Еще Л.Н. говорил:
– Трубецкой удивлял меня, как удивляет большой художник и в музыке! Он лепил статуэтку: вот этакая рука и такая головка, и он в этой головке кое-что снимет, кое-что прибавит, и получается то, что он хочет.
21 июня
Утром Л.Н. вышел на балкон, где я сплю. Я еще лежал, накрывшись одеялом. Душан писал за столом. Л.Н. стал спрашивать у него шепотом о присланных вчера Горбуновым-Посадовым корректурах «Мыслей о жизни». Я услыхал и сказал, что книжки у меня.

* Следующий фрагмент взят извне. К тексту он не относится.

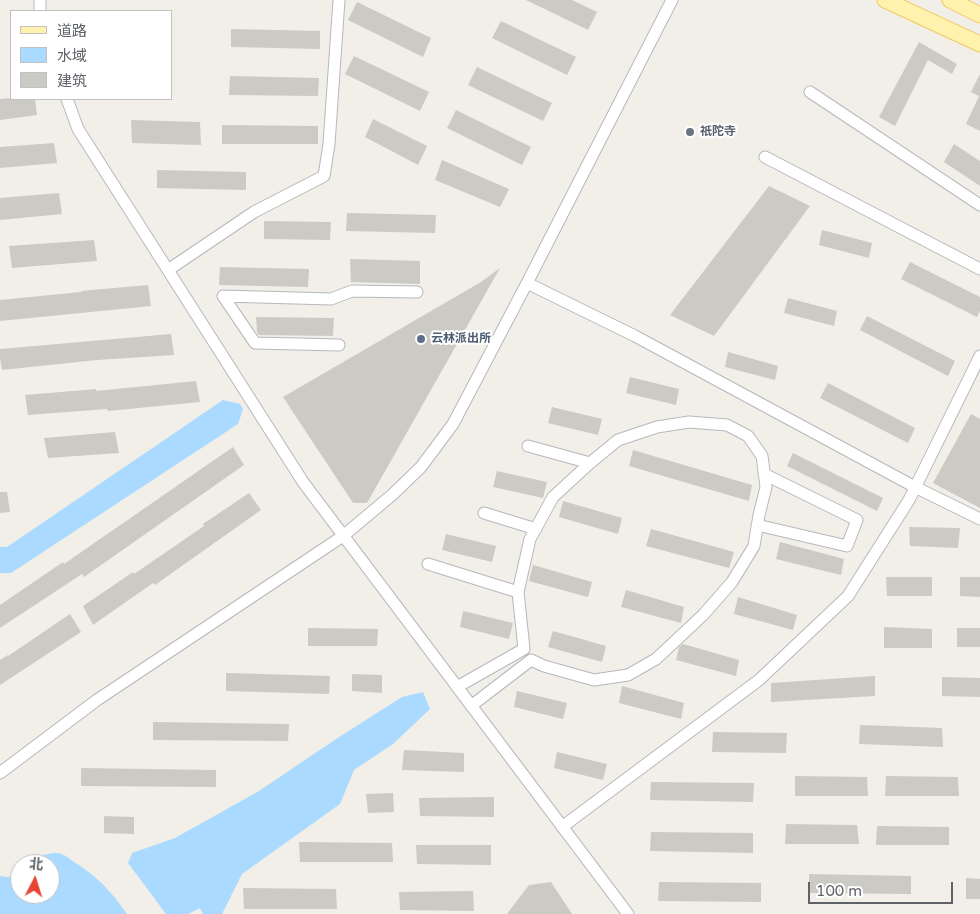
<!DOCTYPE html>
<html>
<head>
<meta charset="utf-8">
<style>
	body { margin:0 }
	#map { position:relative; width:980px; height:914px; overflow:hidden; background:#f1efe8; font-family:"Varela Round","Noto Sans SC",sans-serif }
	canvas { display:block }
	.legend { position:absolute; left:10px; top:10px; width:162px; height:90px; box-sizing:border-box; background:#fff; border:1px solid #bfc1c3; margin:0; padding:6px 9px; list-style:none; font-size:15px; color:#5f6368 }
	.legend li { display:flex; align-items:center; gap:10px; height:25px }
	.legend b { width:25px; border:1px solid #bfc1c3 }
	.north { position:absolute; left:10px; top:854px; width:50px; height:50px; box-sizing:border-box; background:#fff; border:1px solid #bfc1c3; border-radius:50%; rotate:5deg; font-size:14px; font-weight:700; line-height:20px; text-align:center; color:#5f6368 }
	.north::after { content:''; display:block; margin:auto; width:18px; height:22px; background:#ea4335; clip-path:polygon(50% 0,100% 100%,50% 72%,0 100%) }
	.scale { position:absolute; left:808px; top:882px; width:145px; height:22px; box-sizing:border-box; border:2px solid #5f6368; border-top:0; padding-left:6px; font-size:15px; line-height:18px; white-space:nowrap; color:#5f6368; -webkit-text-stroke:4px #fff; paint-order:stroke }
</style>
</head>
<body>
<div id="map">
<canvas width="980" height="914"></canvas>
<ul class="legend">
<li><b style="height:6px;background:#fff2af"></b>道路</li>
<li><b style="height:14px;background:#aadaff"></b>水域</li>
<li><b style="height:14px;background:#cccac5"></b>建筑</li>
</ul>
<div class="north">北</div>
<div class="scale">100 m</div>
</div>
<script>
const ctx = document.querySelector('canvas').getContext('2d');
ctx.lineJoin = 'round';
function fill(path, color) {
  ctx.fillStyle = color;
  ctx.fill(path, 'evenodd');
}
function trace(path, color, width, dash) {
  ctx.strokeStyle = color;
  ctx.lineWidth = width;
  ctx.lineCap = dash ? 'butt' : 'round';
  ctx.setLineDash(dash || []);
  ctx.stroke(path);
}
function write(font, color, halo, rows, align = 'center') {
  ctx.font = font + ' "Varela Round","Noto Sans SC",sans-serif';
  ctx.lineWidth = 4;
  ctx.setLineDash([]);
  ctx.textBaseline = 'middle';
  ctx.strokeStyle = halo;
  ctx.fillStyle = color;
  for (const [text, x, y, turn = 0] of rows) {
    ctx.save();
    ctx.translate(x, y);
    ctx.rotate((+turn || 0) * Math.PI / 180);
    ctx.textAlign = isNaN(turn) ? turn : align;
    if (halo) ctx.strokeText(text, 0, 0);
    ctx.fillText(text, 0, 0);
    ctx.restore();
  }
}
fill(new Path2D(`
	M223,400L240,404L243,409L238,424L11,573H0V547H7Z
	M423,692L430,709L393,744L354,770L340,804L242,874L222,914H203L200,908L188,914H166L128,863L132,853L175,838L259,791L333,741L402,697Z
	M53,853C61,852 67,857 74,862C98,877 111,891 127,914H0V876C8,878 13,877 20,872V894H50V864H30L39,856Z`), '#aadaff');
fill(new Path2D(`
	M526,0H572L597,12L588,30Z
	M357,2L431,38L423,57L348,20Z
	M501,21L576,57L567,75L492,38Z
	M231,29L320,31V49L231,47Z
	M919,42L957,64L952,74L928,60L895,126L879,117Z
	M354,56L429,92L420,111L345,74Z
	M477,67L552,103L543,121L468,85Z
	M980,74V131L966,124L979,96L971,92Z
	M230,76L319,78L318,96L229,95Z
	M11,98L35,99L37,115L0,120V99Z
	M456,110L531,147L522,165L447,128Z
	M373,119L427,146L418,165L365,137Z
	M131,120L200,122L201,145L132,143Z
	M222,125L318,126V144H222Z
	M54,143L57,163L0,168V147Z
	M954,144L980,161V186L944,162Z
	M442,160L509,189L500,207L435,180Z
	M157,170L246,172V190L157,188Z
	M769,186L810,206L714,336L670,315Z
	M59,193L62,214L0,220V198Z
	M347,213L436,215L435,233L346,231Z
	M264,221L331,222L330,240L264,239Z
	M822,230L872,243L869,258L819,245Z
	M94,240L97,261L12,268L9,246Z
	M350,259L420,261V284L351,282Z
	M910,262L980,297V311L977,317L901,279Z
	M220,267L309,269L308,287L219,285Z
	M500,268L367,503H353L283,397L481,282Z
	M148,285L151,306L0,321V300L81,292V291Z
	M788,298L837,311L834,326L784,313Z
	M867,316L955,361L948,376L860,330Z
	M256,317L334,318L333,336L259,335L257,332Z
	M171,334L174,355L97,360L2,370L0,358V349Z
	M728,352L778,366L775,380L725,367Z
	M630,377L679,389L676,405L626,393Z
	M196,381L200,402L108,411L107,409L28,415L25,395L96,389V391Z
	M828,383L915,428L908,443L820,398Z
	M552,407L602,419L598,435L548,423Z
	M971,414L980,419V508L933,483Z
	M115,432L119,453L48,458L44,438Z
	M233,447L244,465L84,577L82,574L0,628V605L63,562L64,564Z
	M633,450L752,485L749,501L629,466Z
	M793,453L883,498L877,511L787,466Z
	M497,471L547,482L543,498L493,487Z
	M0,492H7L10,512L0,513Z
	M249,493L261,510L155,585L153,583L93,625L83,606L133,572L134,574L204,526L203,524Z
	M563,501L622,518L618,534L559,517Z
	M909,527L960,528L958,548L910,546Z
	M651,529L734,552L729,568L646,546Z
	M446,534L496,546L492,562L442,550Z
	M780,542L844,559L841,575L776,559Z
	M533,565L592,582L588,597L529,581Z
	M886,577H932V596H887Z
	M960,577H980V597L960,596Z
	M626,590L684,607L681,623L621,607Z
	M738,597L797,615L793,630L734,614Z
	M463,611L513,623L509,639L460,627Z
	M70,614L81,632L0,685V660L8,655V656Z
	M884,627L932,629V648H884Z
	M308,628L378,629L377,646H308Z
	M957,628H980V647H957Z
	M553,631L606,646L602,662L548,647Z
	M683,644L739,660L736,676L676,660L679,647Z
	M226,673L330,676L329,694L226,691Z
	M352,674L382,675V693L352,691Z
	M875,676V696L771,702V683Z
	M942,677L980,678V697L942,696Z
	M622,686L684,703L681,719L619,703Z
	M517,691L567,703L563,719L514,707Z
	M153,722L289,724L288,741L153,740Z
	M860,725L942,728L943,747L859,744Z
	M713,732L787,733L786,753L712,752Z
	M404,750L464,753V772L402,770Z
	M557,752L607,764L603,780L554,768Z
	M81,768L216,770V787L81,786Z
	M795,776L867,777L868,796H795Z
	M886,776L958,777L959,796H885Z
	M651,782L754,783L753,802L650,800Z
	M393,793L394,812L368,813L366,794Z
	M494,797V817L420,816L419,798Z
	M104,816L134,817V834L104,833Z
	M786,824L857,825L859,844H785Z
	M877,826L949,827V845H876Z
	M651,832L753,833V853L650,851Z
	M299,842L392,843L393,862H300Z
	M416,845H491V865L417,864Z
	M809,874L911,876V894L809,893Z
	M966,878L980,879V899H966Z
	M551,882L572,914H507L529,885Z
	M659,882L761,883V902L658,901Z
	M243,888L336,889L337,909H244Z
	M473,891L474,911L400,910L399,892Z`), '#cccac5');
const minor = new Path2D(`
	M40,0V11
	M810,92L980,205
	M67,99L78,129L303,482L628,914
	M765,157L980,269
	M168,270L254,212L324,176L329,144L339,0
	M527,283L635,336L915,487L980,519
	M223,296L331,299L352,291L417,292
	M223,296L255,343L339,345
	M528,446L590,463
	M484,513L536,529
	M757,525L847,546L857,520L764,474
	M428,564L518,592L530,539L553,497L590,463L618,440L657,427L689,422L727,425L748,436L762,456L766,487L759,515L754,546L732,582L703,615L656,659L628,675L594,680L544,666L531,660L471,706
	M457,687L524,649L518,592
	M0,773L97,700L343,536L392,495L421,467L453,424L527,283L672,0
	M562,827L759,680L848,596L909,500L980,356`);
const major = new Path2D(`
	M885,0L980,44
	M950,0L980,15`);
trace(minor, '#b5b8bc', 13);
trace(major, '#f2c960', 17);
trace(minor, '#fff', 11);
trace(major, '#fff2af', 15);
for (const [x, y, r, color] of [
	[690,132,5,"#6b7280"],
	[421,339,5,"#5c6f8a"]
]) {
  const dot = new Path2D();
  dot.arc(x, y, r, 0, 2 * Math.PI);
  ctx.fillStyle = color;
  ctx.fill(dot);
  trace(dot, '#fff', 2);
}
write('bold 12px', '#5b616d', '#fff', [
	["祇陀寺",700,132]
], 'left');
write('bold 12px', '#4e5e75', '#fff', [
	["云林派出所",431,339]
], 'left');
</script>
</body>
</html>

– Какие хорошие цветы! – сказал Л.Н., нагнувшись к букету из крупных лиловых колокольчиков на столе, за которым писал Душан. – Это опять вы нарвали?

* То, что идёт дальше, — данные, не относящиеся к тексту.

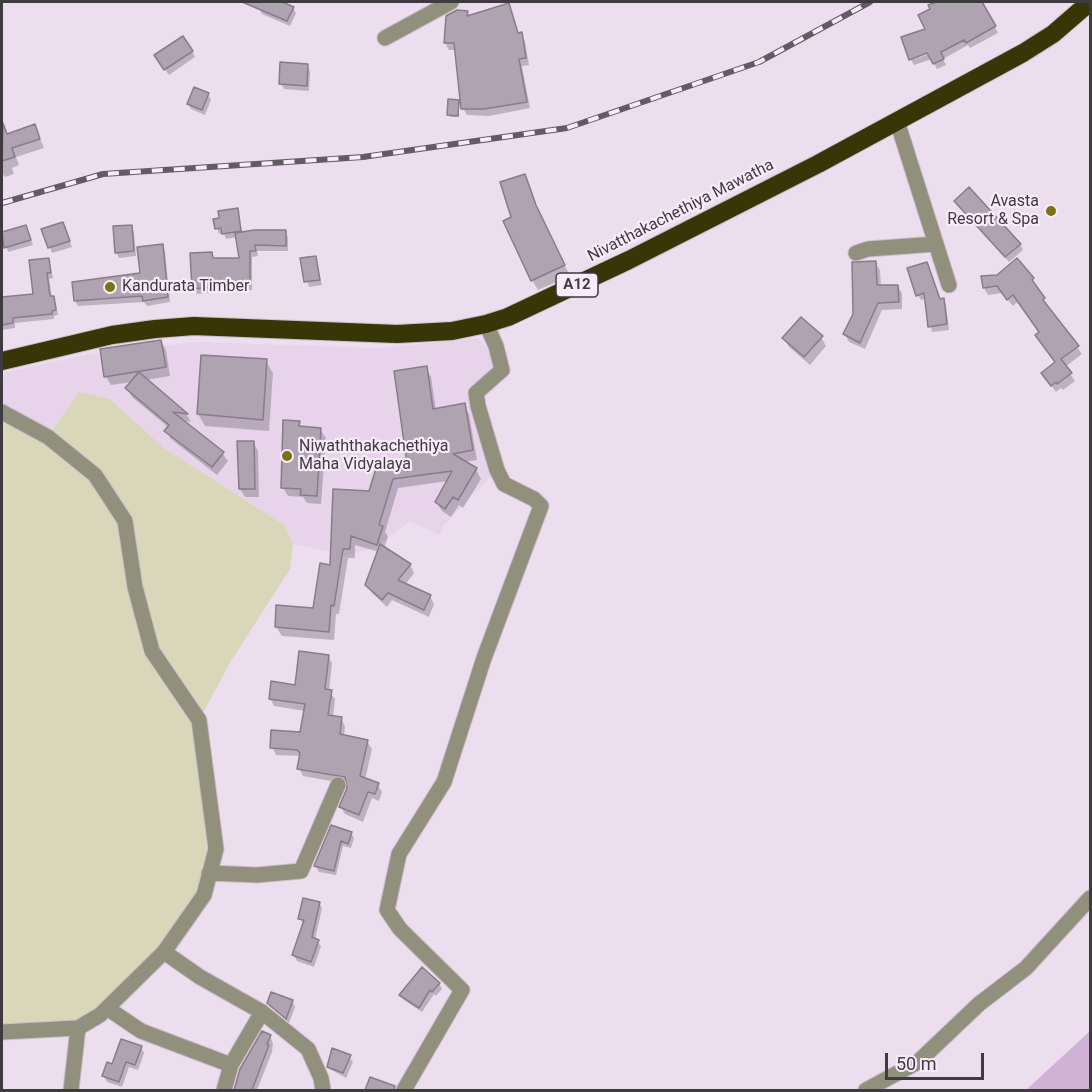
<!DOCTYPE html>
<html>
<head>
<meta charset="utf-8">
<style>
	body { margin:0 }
	#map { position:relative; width:1092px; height:1092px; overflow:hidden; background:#ecdeee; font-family:Roboto,sans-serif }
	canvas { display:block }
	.frame { position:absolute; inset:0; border:3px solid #3f3a40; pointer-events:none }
	.scale { position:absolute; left:885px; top:1053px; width:99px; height:27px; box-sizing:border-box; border:3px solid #3f3a40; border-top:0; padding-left:8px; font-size:18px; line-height:21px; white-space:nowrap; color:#3f3a40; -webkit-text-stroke:4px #f9ebfc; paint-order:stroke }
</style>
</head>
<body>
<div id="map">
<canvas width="1092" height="1092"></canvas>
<div class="frame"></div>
<div class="scale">50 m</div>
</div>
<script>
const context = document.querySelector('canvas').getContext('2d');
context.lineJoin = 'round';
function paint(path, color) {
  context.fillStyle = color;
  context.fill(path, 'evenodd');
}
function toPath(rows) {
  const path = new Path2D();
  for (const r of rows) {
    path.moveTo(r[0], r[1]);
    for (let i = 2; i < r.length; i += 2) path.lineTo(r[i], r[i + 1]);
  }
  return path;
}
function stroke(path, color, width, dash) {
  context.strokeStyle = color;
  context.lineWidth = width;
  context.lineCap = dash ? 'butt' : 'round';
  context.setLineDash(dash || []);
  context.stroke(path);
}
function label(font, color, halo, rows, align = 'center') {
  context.font = font + ' Roboto,sans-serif';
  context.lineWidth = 4.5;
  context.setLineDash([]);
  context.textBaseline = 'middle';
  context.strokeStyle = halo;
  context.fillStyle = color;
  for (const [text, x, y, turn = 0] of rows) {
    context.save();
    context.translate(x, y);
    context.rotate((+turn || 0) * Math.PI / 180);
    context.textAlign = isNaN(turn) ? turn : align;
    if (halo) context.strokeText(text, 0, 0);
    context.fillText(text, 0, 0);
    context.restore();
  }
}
paint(toPath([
	[478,338,499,363,476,393,497,470,443,526,440,535,410,521,376,547,346,555,293,544,284,525,164,448,110,399,48,437,2,412,2,381,5,372,86,355,194,342,379,348]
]), '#e7d4eb');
paint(toPath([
	[79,392,110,399,164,448,284,525,293,544,290,569,231,661,199,720,216,849,204,895,164,952,78,1028,2,1032,2,412,48,437]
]), '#d9d7ba');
paint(toPath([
	[1090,1031,1090,1090,1026,1090]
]), '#d1b2d7');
paint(toPath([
	[262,2,279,2,293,8,296,13,290,26,262,14,259,8],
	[940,2,983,2,998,33,970,48,968,45,943,59,946,65,937,69,932,59,914,65,911,60,935,52,920,16],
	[509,5,519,34,525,41,529,65,522,66,530,108,489,116,467,115,463,108,456,50,449,50,445,43,467,12,470,17],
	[192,51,195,57,169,75,159,61],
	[307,65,310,71,309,91,284,89,281,84],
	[208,94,211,100,205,115,191,109,188,103],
	[458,101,459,117,450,117,449,115],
	[34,125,44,148,16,157,19,165,12,168,14,174,5,177,2,173,2,137],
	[524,176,541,217,570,276,538,290,532,280,513,217],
	[956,201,1020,244,1023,250,1009,262],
	[237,210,243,234,285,232,288,237,288,251,257,251,258,256,252,257,252,290,217,290,217,292,197,294,194,288,211,253,215,260,240,260,237,237,226,239,224,234,219,234,215,221],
	[131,226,134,232,136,256,119,258,116,252],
	[26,227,33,245,8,252,2,234],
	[65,229,72,247,52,253,43,230],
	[162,246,165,251,170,302,147,306,144,302,78,306,75,301,142,275],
	[315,258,322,285,309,287,302,260],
	[48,259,53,278,49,279,52,298,56,303,58,315,54,316,54,319,15,323,15,328,2,330,2,296,35,295],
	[876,263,880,270,881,287,898,286,902,294,902,309,882,310,865,349,849,342,845,334],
	[927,264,940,300,943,300,946,305,949,330,932,332,926,299,921,300,918,295],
	[1032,279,1047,307,1082,354,1065,367,1075,381,1063,390,1061,388,1056,392,1042,373,1056,363,1041,343,1037,336,1040,334,1019,301,1013,306,1002,293,988,295,984,288],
	[821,337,826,346,810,365,789,347,784,338],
	[161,341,166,350,170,376,145,380,187,415,191,422,182,421,222,453,228,461,217,475,171,439,166,431,168,427,132,397,127,388,132,382,111,385,106,377],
	[202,357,266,361,273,373,269,431,205,426,198,414],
	[426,368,431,377,436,410,464,405,469,414,477,460,463,462,476,469,481,479,463,508,459,505,451,517,442,511,436,502,448,481,398,488,385,532,388,537,384,548,410,565,414,573,405,585,430,596,434,604,429,617,392,600,387,607,372,593,367,584,379,552,355,545,355,558,348,558,339,614,336,614,334,640,282,636,276,627,314,609,332,567,370,492,379,464,410,473],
	[299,422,302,428,320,429,326,438,321,504,307,503,303,497,288,496,283,488],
	[253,442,258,451,259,497,245,497,240,489],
	[328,656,332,663,329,691,335,699,333,717,341,719,345,726,344,736,367,741,372,749,365,780,378,785,382,792,379,801,372,798,363,822,345,814,341,807,349,788,348,784,303,776,299,768,301,756,276,755,272,747,301,734,305,711,274,706,270,698,297,686],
	[332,827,351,833,354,838,351,848,343,846,336,875,319,872,315,866],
	[319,903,322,908,315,940,321,946,314,967,297,961,294,955,303,924,300,919],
	[439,983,442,989,436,996,434,994,422,1012,404,1000,401,995],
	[292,1001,295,1007,289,1023,268,1003],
	[270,1036,273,1043,272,1052,257,1090,235,1090,241,1069],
	[141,1047,144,1053,138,1070,129,1067,122,1087,107,1082,104,1076,113,1065],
	[332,1050,349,1057,353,1062,346,1078,330,1069,327,1064]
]), '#0003');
const building = toPath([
	[242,2,282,2,294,7,287,21,242,2],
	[936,2,982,2,996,26,966,43,964,40,941,52,944,59,933,64,927,53,909,60,901,37,925,29,918,15,930,9,928,5,936,2],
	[509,3,518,33,522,32,526,58,519,59,527,102,484,109,461,109,454,43,444,43,446,16,457,10,468,11,467,16,509,3],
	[183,36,193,51,164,70,154,55,183,36],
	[280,62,308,64,307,86,279,84,280,62],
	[194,87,209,93,202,110,187,104,194,87],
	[448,99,459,100,458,116,447,115,448,99],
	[3,123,7,134,35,124,40,139,12,148,15,157,2,161,3,123],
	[525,174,536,205,565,265,531,281,503,221,511,217,500,182,525,174],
	[969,187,1021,244,1005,257,954,201,969,187],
	[238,208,241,231,222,234,221,228,215,229,213,219,219,218,218,211,238,208],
	[63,222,70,241,48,248,41,229,63,222],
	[26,225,31,240,4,248,2,232,26,225],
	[132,225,134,251,115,253,113,226,132,225],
	[254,230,286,230,286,246,255,245,256,251,250,251,250,285,215,284,215,287,192,289,190,253,212,252,213,258,239,258,235,233,254,230],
	[163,244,168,297,143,301,142,296,74,301,72,282,140,273,137,247,163,244],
	[316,256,320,280,304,282,300,258,316,256],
	[49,258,51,273,47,273,50,296,54,296,56,310,52,311,52,314,13,318,13,323,2,325,2,297,33,294,29,260,49,258],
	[1017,258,1034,278,1032,280,1045,298,1043,300,1079,346,1061,359,1072,373,1057,384,1056,382,1051,386,1041,373,1055,362,1035,335,1039,332,1013,295,1007,300,997,286,983,288,981,276,997,275,1017,258],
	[876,261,877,285,898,285,899,302,878,303,860,343,843,334,853,314,852,262,876,261],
	[927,262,940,299,944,298,947,324,928,327,924,293,916,296,907,268,927,262],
	[801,317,823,336,804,357,782,338,801,317],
	[161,340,166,367,104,377,100,349,161,340],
	[201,355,267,359,263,420,197,414,201,355],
	[427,366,433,409,465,403,473,450,453,454,477,468,458,500,453,497,445,509,435,502,452,471,393,479,379,525,383,526,377,545,351,536,350,549,343,549,334,606,331,605,329,632,275,627,276,605,313,608,320,563,330,565,333,489,369,491,378,462,408,471,394,371,427,366],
	[139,372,188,414,173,412,224,452,212,467,164,431,169,425,125,388,139,372],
	[283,420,300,421,299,426,321,428,317,496,300,495,301,489,281,488,283,420],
	[237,441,254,441,255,489,239,489,237,441],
	[380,544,411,564,398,580,431,595,424,610,388,593,382,600,365,585,380,544],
	[299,651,329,655,325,689,332,690,328,715,342,717,340,734,368,740,360,776,379,783,375,794,368,792,359,815,339,807,347,788,345,777,297,769,300,753,297,750,270,748,271,730,300,732,305,704,269,699,271,681,295,685,299,651],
	[331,825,352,832,348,844,341,841,334,871,314,866,331,825],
	[303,898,320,902,312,937,319,940,311,962,292,955,304,920,298,919,303,898],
	[422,967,440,983,432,992,430,990,419,1008,399,995,422,967],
	[271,992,293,1000,286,1019,267,1003,271,992],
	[262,1031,271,1035,267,1044,269,1045,252,1090,234,1090,240,1069,262,1031],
	[121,1039,142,1046,135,1065,126,1062,119,1082,102,1076,107,1062,112,1064,121,1039],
	[332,1048,351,1055,343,1073,327,1067,332,1048],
	[370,1077,395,1086,394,1090,365,1090,370,1077]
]);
paint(building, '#afa2b1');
stroke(building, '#887c8b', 1.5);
const minor = toPath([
	[385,38,451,2],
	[897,121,949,285],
	[856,253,868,249,936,244],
	[2,412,48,437,95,475,125,521,135,587,152,651,199,720,216,849,204,895,164,952,100,1015,78,1028,2,1032],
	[209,873,257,875,301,871,338,785],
	[164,952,200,977,262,1012,308,1049,321,1078,323,1090],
	[107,1008,141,1031,231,1065],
	[71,1090,78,1028],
	[224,1090,231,1065,262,1012],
	[404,1090,462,990,400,929,387,910,399,854,444,782,484,658,541,506,534,499,504,484,497,470,478,406,476,393,502,370,496,346,486,324],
	[866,1090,918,1062,979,1004,1026,968,1090,898]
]);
const highway = toPath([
	[2,361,112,335,155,329,194,326,397,334,452,331,486,324,508,317,629,260,818,164,1023,53,1053,34,1090,2]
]);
stroke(minor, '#c9bdcb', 17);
stroke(highway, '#c9bdcb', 20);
stroke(minor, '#91907d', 15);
stroke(highway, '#383507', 18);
const rail = toPath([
	[2,203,103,174,363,157,567,128,759,62,870,2]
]);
stroke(rail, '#625b63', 6);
stroke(rail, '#f9ebfc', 4, [11]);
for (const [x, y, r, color] of [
	[1051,211,6,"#7a7315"],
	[110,287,6,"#7a7315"],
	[287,456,6,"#7a7315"]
]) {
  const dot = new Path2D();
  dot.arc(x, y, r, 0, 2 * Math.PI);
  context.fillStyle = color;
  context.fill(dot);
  stroke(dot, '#f9ebfc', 2);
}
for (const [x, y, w] of [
	[577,285,42]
]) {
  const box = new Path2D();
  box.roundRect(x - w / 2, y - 12, w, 24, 4.5);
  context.fillStyle = '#f9ebfc';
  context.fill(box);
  stroke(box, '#3f3a40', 1.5);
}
label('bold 15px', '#3f3a40', null, [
	["A12",577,285]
]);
label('16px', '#3f3a40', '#f9ebfc', [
	["Avasta",1039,202,"right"],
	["Resort & Spa",1039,220,"right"],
	["Kandurata Timber",122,287],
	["Niwaththakachethiya",299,447],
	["Maha Vidyalaya",299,465]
], 'left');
label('16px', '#3f3a40', '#f9ebfc', [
	["Nivatthakachethiya Mawatha",681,211,-27]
]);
</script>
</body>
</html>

Я отвечал утвердительно. Поднявшись, я набрал такой же букет и, пока Л.Н. гулял, поставил букет к нему в комнату.
Отправляясь на прогулку, он опять вышел на балкон и подошел к подставной наружной лестнице с намерением спуститься по ней вниз, чтобы не идти по внутренней, скрипучей, и не беспокоить отдыхавшую Анну Константиновну.
– Это не пройдет, – просто заметил стоявший около Илья Васильевич.
Л.Н. махнул рукой:
– Не буду, а то вы все смотреть на меня будете!
Повернулся и тихо, на цыпочках, спустился по внутренней лестнице.
Вернувшись с прогулки, он позвал меня и передал письма для ответа. По случайному поводу тут же сказал о вчерашнем рассказе, где, между прочим, изображается муж, возвратившийся домой в отчаянии после крупного проигрыша в карты.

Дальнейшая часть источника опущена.